PowerShell has been around since November 2006 when it was first released for Windows XP SP2, Windows Server 2003 SP1.  Since then PowerShell has expanded by leaps and bounds in functionality and its ability to expand.  PowerShell is the language of 2017 for System Administrators because of this expanded functionality. Below I will explain why during 2017 we will see PowerShell become a necessity for all System Administrators.  It can no longer be just a “nice to have” but a core knowledge.

Now I know many of your are saying “PowerShell isn’t a language” and yes I am aware it is not what you would typically consider a language.  However it is a Scripting Language and depending on your up bringing in IT is whether you consider Scripting Languages real languages.  Well I will
tell you that I 100% consider Scripting Languages true languages.  I have written PowerShell scripts that take full use of .NET and have the same if not more functionality than some C# programs.


Security is King

There have been many trends in IT that come and go over the years.  One that has continually stuck out over the years has been security.  Security is a very visible and very important part of IT.  Most larger companies have dedicated teams of security experts that help mitigate vulnerabilities, configure security equipment and stay up to date on the latest vulnerabilities.  But one thing stays pretty constant with security: stay patched!  All System Administrators know the double edge sword that is patching.  We have to do it but typically we see it break more functionality than we see it help.

So what is our alternative here, how can we minimize our patching yet remain secure? The answer has actually been around since Windows Server 2008 and that is Server Core.  Server Core is a fully functional Windows Server that does not have a graphical interface.  Everyone has probably heard of Server Core and most have shied away from it because it has no graphical interface.  Which means you can’t just log onto the server and “poke” around, you actually have to know what you are looking for.  But Majority of Microsoft Security patches relate to the graphical components of the Windows OS.  So be implementing Windows Server Core wherever possible reduces your  attack surface and reduces the number of patches that have to be installed every month!

Now lets get back to the point of this article by implementing Server Core how do you manage it?  I mean when you log onto a Windows Server with Server Core all you have is a Command prompt.
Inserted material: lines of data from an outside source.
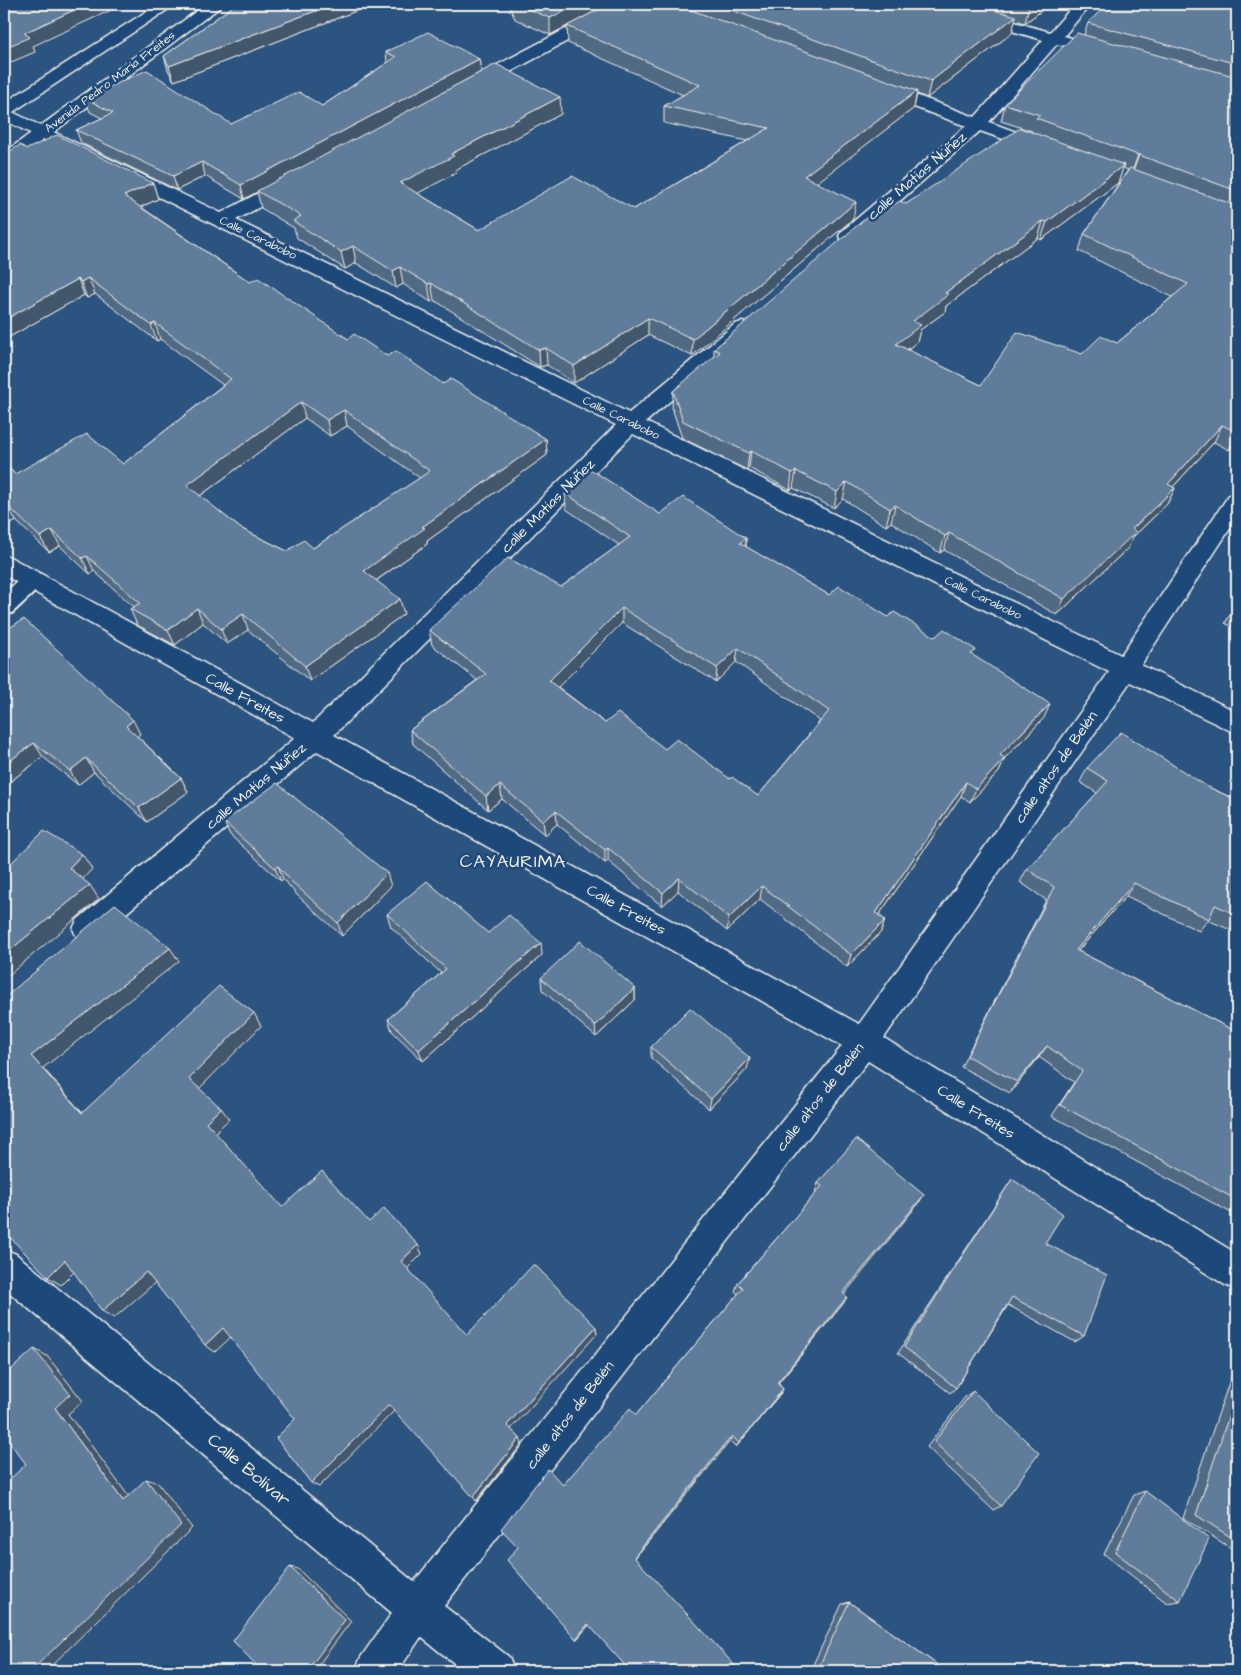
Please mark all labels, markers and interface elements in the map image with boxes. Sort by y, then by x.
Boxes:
street label: Avenida Pedro María Freites [41,27,179,137]
street label: calle Matías Núñez [863,127,972,225]
street label: Calle Carabobo [217,212,300,264]
street label: Calle Carabobo [580,392,663,444]
street label: calle Matías Núñez [496,454,600,558]
street label: Calle Carabobo [942,572,1025,624]
street label: Calle Freites [201,668,289,729]
street label: calle altos de Belén [1009,706,1103,827]
street label: calle Matías Núñez [201,737,311,834]
district label: CAYAURIMA [460,849,566,874]
street label: Calle Freites [582,880,670,941]
street label: calle altos de Belén [771,1038,869,1156]
street label: Calle Freites [933,1080,1019,1144]
street label: calle altos de Belén [521,1356,619,1474]
street label: Calle Bolívar [202,1428,296,1512]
Queue cheesy intro music for PowerShell.  PowerShell allows us to perform pretty much all of the functions we would do through the graphical interface but through a command line.
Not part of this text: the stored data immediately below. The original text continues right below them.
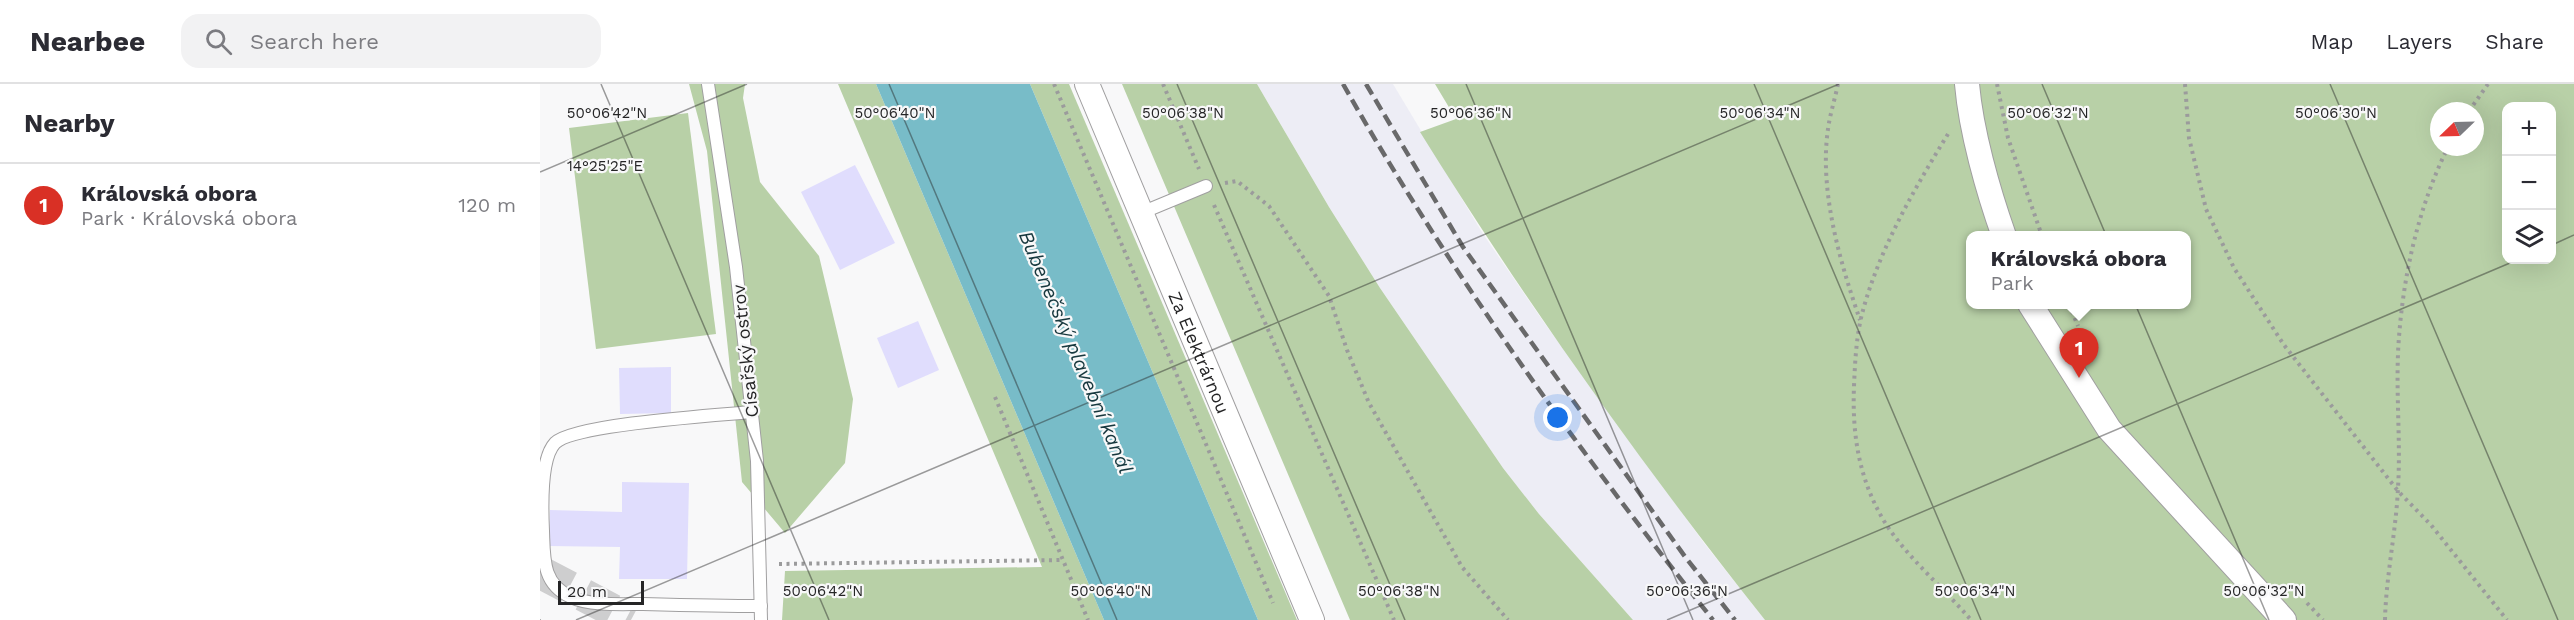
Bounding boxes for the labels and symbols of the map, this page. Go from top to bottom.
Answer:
north arrow [2430,102,2484,156]
text: 50°06'42"N [567,104,647,122]
text: 50°06'40"N [854,104,936,122]
text: 50°06'38"N [1142,104,1224,122]
text: 50°06'36"N [1430,104,1512,122]
text: 50°06'34"N [1719,104,1801,122]
text: 50°06'32"N [2007,104,2089,122]
text: 50°06'30"N [2295,104,2377,122]
text: 14°25'25"E [567,157,643,175]
water label: Bubenečský plavební kanál [1014,227,1138,477]
street label: Císařský ostrov [728,283,762,418]
street label: Za Elektrárnou [1165,288,1235,416]
pin: 1 [2060,328,2098,378]
your location [1543,403,1572,432]
scale bar [558,578,644,606]
text: 50°06'42"N [783,582,863,600]
text: 50°06'40"N [1070,582,1152,600]
text: 50°06'38"N [1358,582,1440,600]
text: 50°06'36"N [1646,582,1728,600]
text: 50°06'34"N [1934,582,2016,600]
text: 50°06'32"N [2223,582,2305,600]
Dev Ops and Rapid Software Releases

More and more software companies are adopting a policy of rapidly building, testing and releasing software. Microsoft is one of the biggest players doing it right now. They release like clockwork as fast as they can so if a bad update is released who cares it will be fixed in a week or two.  With this new fast pace development model System Administrators need to keep up.  If your environment is based largely on Microsoft software and Operating Systems you can automate everything with PowerShell.  I am not trying to exaggerate when I say everything because all current Microsoft Software like Exchange, Hyper-V, and Skype for Business can be totally controlled via PowerShell. PowerShell has built in CMDLets that can interact with Rest APIs allowing you to automate software that does not have its own built in automation.

Now if you really want to get deep into PowerShell we can even tie into other APIs that were written in .NET.  For example we can actually use the Exchange EWS API within PowerShell.  I have used this on numerous occasions to automate certain tasks in Exchange, like check mailboxes for certain emails, or even see who booked a resource and email them a survey.  System Administrators are truly are limited by their imagination.
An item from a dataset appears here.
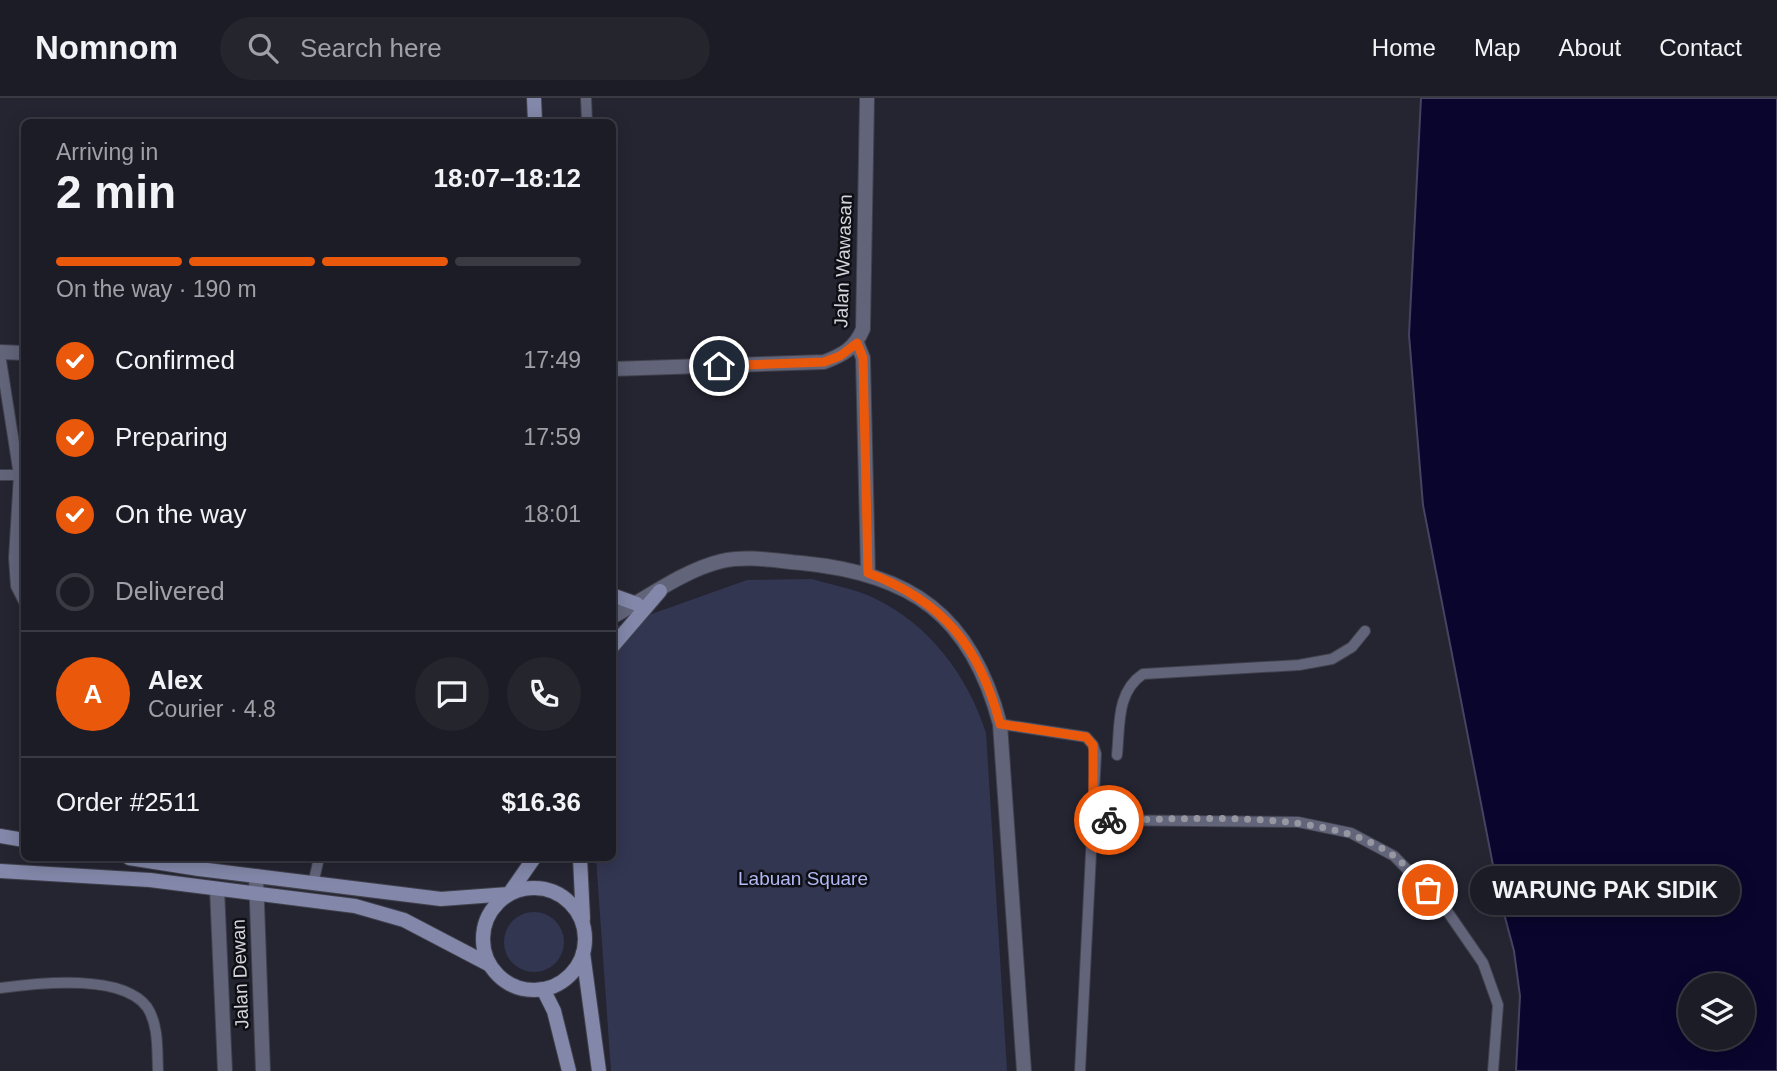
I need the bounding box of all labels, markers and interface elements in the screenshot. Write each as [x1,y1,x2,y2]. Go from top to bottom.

With the ever increasing focus on security and the new rapid develop and deploy strategy being used System Administrators have to keep up. PowerShell is that invaluable tool for System Administrators to not only keep up but be able to automate in places that were never possible before.  Knowing how to use PowerShell and build your own script and automation with PowerShell is no longer a luxury but a necessity.  This is why PowerShell is the language of 2017!